Top of Exercise input
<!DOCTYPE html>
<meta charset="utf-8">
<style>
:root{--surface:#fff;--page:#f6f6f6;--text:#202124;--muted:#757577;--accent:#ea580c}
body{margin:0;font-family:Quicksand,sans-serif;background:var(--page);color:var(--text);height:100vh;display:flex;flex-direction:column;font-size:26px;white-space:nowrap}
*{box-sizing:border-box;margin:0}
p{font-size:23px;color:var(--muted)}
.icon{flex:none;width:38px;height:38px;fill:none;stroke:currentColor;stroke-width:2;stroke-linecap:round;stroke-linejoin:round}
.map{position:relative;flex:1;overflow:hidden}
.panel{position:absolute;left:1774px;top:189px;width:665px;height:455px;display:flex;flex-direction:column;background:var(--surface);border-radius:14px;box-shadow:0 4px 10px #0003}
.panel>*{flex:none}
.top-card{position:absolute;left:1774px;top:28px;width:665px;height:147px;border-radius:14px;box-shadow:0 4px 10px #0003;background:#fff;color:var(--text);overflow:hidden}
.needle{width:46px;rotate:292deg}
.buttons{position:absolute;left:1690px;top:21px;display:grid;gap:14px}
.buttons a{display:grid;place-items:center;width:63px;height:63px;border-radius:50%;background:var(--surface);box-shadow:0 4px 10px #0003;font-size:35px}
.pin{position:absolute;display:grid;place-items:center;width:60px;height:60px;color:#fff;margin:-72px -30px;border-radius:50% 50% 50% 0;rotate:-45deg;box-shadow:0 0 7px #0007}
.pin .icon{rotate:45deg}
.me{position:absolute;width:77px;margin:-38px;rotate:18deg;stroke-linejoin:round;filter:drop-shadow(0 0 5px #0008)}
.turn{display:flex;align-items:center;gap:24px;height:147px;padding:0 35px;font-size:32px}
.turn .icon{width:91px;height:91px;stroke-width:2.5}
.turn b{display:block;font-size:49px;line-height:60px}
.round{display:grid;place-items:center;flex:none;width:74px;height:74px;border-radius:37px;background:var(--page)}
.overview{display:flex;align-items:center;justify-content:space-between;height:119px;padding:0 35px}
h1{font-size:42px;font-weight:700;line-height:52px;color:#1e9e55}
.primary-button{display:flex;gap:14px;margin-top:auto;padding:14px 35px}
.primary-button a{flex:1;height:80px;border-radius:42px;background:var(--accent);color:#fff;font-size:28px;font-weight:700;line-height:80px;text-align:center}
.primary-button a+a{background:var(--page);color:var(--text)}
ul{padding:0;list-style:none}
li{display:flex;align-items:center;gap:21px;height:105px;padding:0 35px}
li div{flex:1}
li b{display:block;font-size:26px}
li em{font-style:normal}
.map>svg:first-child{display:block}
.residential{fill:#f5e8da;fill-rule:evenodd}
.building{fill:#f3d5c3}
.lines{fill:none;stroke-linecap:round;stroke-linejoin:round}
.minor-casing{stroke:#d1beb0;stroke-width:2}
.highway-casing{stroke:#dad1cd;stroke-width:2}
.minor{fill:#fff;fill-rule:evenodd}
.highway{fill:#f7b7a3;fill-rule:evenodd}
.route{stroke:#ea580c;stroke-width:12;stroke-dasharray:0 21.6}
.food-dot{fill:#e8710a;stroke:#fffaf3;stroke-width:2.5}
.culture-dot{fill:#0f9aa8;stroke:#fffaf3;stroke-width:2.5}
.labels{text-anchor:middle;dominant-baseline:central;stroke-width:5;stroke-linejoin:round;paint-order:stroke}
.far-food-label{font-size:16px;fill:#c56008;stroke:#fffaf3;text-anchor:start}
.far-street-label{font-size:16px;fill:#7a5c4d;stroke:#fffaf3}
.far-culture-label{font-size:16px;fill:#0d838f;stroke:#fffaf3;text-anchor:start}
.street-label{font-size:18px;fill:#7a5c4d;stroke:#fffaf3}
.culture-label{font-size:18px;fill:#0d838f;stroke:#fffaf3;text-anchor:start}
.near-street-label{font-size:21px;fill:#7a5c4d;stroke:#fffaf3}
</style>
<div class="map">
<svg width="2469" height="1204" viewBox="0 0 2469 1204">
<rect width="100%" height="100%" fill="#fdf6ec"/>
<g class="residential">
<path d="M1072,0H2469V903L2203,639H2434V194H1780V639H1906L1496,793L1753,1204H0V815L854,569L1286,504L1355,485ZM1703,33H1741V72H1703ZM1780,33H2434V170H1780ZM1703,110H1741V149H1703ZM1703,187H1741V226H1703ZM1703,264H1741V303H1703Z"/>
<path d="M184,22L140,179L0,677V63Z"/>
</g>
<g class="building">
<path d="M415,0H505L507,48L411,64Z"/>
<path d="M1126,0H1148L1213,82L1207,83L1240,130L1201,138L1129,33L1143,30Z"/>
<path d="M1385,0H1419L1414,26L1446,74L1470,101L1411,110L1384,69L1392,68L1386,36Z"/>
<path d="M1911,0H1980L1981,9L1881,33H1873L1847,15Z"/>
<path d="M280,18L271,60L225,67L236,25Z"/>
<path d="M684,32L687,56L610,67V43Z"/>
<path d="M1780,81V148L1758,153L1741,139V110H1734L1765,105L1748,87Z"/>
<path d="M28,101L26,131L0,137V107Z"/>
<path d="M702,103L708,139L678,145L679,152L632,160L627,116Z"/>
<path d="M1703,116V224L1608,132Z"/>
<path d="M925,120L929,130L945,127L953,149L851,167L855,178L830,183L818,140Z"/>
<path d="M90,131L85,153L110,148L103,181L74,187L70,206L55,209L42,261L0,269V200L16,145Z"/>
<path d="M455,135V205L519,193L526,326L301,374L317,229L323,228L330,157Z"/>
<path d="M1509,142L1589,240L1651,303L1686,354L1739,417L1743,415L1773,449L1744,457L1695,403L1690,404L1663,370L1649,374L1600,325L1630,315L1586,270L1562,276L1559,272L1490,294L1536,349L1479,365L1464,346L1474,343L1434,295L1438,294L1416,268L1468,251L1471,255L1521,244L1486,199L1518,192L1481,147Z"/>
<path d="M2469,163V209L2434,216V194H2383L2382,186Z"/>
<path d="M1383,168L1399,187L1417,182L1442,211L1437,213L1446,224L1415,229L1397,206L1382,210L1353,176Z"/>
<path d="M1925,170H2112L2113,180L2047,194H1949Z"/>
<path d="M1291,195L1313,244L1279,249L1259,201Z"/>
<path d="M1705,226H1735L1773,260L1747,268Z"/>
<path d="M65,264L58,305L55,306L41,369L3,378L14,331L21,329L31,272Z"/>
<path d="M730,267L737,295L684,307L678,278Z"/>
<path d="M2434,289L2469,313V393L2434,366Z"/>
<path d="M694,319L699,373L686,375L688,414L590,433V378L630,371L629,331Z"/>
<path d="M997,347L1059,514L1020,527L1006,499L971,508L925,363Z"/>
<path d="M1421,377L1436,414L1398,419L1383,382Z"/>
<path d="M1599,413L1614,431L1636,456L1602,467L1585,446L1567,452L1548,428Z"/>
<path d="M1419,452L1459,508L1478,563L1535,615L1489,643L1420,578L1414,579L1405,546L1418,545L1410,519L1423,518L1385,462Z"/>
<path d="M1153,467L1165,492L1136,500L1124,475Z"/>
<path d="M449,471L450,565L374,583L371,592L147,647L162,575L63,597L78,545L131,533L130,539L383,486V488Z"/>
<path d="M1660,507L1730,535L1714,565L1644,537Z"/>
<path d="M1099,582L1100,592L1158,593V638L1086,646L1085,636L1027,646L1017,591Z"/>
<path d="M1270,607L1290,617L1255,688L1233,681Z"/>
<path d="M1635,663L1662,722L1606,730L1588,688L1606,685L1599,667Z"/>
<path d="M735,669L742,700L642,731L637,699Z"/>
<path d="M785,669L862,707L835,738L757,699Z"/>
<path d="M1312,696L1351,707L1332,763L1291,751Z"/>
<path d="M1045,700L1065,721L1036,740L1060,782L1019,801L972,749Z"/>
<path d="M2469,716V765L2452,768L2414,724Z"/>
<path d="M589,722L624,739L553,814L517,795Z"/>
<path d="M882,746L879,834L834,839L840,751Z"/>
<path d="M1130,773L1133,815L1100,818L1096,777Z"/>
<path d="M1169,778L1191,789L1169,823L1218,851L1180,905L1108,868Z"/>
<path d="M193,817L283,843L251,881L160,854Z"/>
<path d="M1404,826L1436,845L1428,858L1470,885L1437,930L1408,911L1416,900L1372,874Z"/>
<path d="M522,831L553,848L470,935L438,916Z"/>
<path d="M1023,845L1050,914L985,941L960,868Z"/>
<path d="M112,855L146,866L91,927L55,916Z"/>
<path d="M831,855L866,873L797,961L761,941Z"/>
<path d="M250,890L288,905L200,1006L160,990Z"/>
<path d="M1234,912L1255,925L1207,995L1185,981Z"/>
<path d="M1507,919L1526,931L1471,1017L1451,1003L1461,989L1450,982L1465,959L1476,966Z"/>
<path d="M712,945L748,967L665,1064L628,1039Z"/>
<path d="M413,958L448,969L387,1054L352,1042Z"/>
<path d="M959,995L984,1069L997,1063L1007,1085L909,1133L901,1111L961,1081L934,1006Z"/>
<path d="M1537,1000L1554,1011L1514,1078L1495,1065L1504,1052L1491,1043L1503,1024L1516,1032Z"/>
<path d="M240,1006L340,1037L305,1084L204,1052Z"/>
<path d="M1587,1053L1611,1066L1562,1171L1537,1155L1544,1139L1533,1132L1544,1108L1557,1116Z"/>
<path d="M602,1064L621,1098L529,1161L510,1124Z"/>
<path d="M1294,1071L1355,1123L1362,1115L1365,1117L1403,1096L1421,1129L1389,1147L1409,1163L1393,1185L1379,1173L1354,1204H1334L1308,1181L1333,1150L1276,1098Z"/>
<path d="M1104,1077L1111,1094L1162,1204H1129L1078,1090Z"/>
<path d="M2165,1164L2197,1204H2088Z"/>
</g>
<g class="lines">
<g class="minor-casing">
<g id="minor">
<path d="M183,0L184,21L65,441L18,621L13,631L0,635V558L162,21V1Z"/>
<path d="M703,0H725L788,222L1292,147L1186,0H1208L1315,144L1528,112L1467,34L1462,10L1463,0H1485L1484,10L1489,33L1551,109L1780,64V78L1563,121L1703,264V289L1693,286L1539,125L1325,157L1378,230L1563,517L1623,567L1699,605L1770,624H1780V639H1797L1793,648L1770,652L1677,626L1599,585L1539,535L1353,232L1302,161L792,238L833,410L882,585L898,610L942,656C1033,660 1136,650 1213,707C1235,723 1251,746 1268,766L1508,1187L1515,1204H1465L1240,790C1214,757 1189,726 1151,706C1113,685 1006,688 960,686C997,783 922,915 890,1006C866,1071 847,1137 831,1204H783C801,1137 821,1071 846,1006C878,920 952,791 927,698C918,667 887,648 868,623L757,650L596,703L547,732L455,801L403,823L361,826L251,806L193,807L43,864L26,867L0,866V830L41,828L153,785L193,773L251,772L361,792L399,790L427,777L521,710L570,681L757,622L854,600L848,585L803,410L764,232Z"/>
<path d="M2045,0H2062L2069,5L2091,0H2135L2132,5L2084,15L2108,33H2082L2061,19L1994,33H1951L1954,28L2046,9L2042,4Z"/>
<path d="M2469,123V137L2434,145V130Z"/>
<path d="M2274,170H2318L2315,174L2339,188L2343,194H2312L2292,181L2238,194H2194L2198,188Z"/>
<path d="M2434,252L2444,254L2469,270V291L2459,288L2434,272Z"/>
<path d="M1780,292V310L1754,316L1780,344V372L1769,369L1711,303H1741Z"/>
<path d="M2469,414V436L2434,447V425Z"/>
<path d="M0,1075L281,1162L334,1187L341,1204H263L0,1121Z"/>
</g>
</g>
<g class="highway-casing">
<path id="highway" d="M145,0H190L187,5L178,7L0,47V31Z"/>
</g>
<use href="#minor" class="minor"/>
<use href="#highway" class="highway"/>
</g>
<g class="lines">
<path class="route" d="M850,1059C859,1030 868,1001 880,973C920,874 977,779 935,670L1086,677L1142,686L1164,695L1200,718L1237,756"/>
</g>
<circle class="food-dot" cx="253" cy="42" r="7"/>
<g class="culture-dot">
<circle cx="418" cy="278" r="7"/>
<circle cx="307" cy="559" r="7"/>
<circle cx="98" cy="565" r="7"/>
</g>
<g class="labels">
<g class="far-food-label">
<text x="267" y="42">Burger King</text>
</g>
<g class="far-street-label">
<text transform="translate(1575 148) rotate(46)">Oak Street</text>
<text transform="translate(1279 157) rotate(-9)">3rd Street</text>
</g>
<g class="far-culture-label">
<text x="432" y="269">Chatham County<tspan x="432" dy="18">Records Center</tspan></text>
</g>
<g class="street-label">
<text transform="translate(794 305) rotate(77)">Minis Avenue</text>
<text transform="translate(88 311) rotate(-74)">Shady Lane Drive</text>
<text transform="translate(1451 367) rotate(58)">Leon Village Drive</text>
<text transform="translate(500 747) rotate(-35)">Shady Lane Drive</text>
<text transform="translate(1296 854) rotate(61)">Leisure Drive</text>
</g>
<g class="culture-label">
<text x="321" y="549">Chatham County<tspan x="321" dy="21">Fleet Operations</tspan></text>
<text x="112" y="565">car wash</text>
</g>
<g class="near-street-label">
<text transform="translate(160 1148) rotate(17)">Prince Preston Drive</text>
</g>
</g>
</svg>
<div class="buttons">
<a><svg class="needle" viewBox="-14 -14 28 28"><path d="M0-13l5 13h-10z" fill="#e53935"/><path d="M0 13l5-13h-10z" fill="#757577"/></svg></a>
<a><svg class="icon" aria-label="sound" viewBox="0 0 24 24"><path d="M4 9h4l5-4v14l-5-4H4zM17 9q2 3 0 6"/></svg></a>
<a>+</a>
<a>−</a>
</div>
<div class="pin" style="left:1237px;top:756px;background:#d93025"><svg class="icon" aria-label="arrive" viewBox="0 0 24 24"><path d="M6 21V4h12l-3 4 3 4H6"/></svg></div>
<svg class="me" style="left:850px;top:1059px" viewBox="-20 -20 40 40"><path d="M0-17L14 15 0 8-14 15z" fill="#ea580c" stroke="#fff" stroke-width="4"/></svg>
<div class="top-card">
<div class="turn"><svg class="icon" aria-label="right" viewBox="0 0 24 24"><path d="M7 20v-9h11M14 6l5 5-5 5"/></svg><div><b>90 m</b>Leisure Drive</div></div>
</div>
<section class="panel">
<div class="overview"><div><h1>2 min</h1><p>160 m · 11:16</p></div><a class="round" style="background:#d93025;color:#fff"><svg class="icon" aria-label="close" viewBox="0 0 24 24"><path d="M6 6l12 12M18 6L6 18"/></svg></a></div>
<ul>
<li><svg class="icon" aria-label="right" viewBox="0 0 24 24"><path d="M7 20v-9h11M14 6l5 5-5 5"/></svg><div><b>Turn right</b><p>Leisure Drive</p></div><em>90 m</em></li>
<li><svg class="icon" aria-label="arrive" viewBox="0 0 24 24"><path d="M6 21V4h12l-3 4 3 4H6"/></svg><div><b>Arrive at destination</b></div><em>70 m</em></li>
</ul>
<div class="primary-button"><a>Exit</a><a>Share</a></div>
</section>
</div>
Bottom of Exercise input
The problem:
Show each line of the material that includes the word "buttons".

Exercise result:
.buttons{position:absolute;left:1690px;top:21px;display:grid;gap:14px}
.buttons a{display:grid;place-items:center;width:63px;height:63px;border-radius:50%;background:var(--surface);box-shadow:0 4px 10px #0003;font-size:35px}
<div class="buttons">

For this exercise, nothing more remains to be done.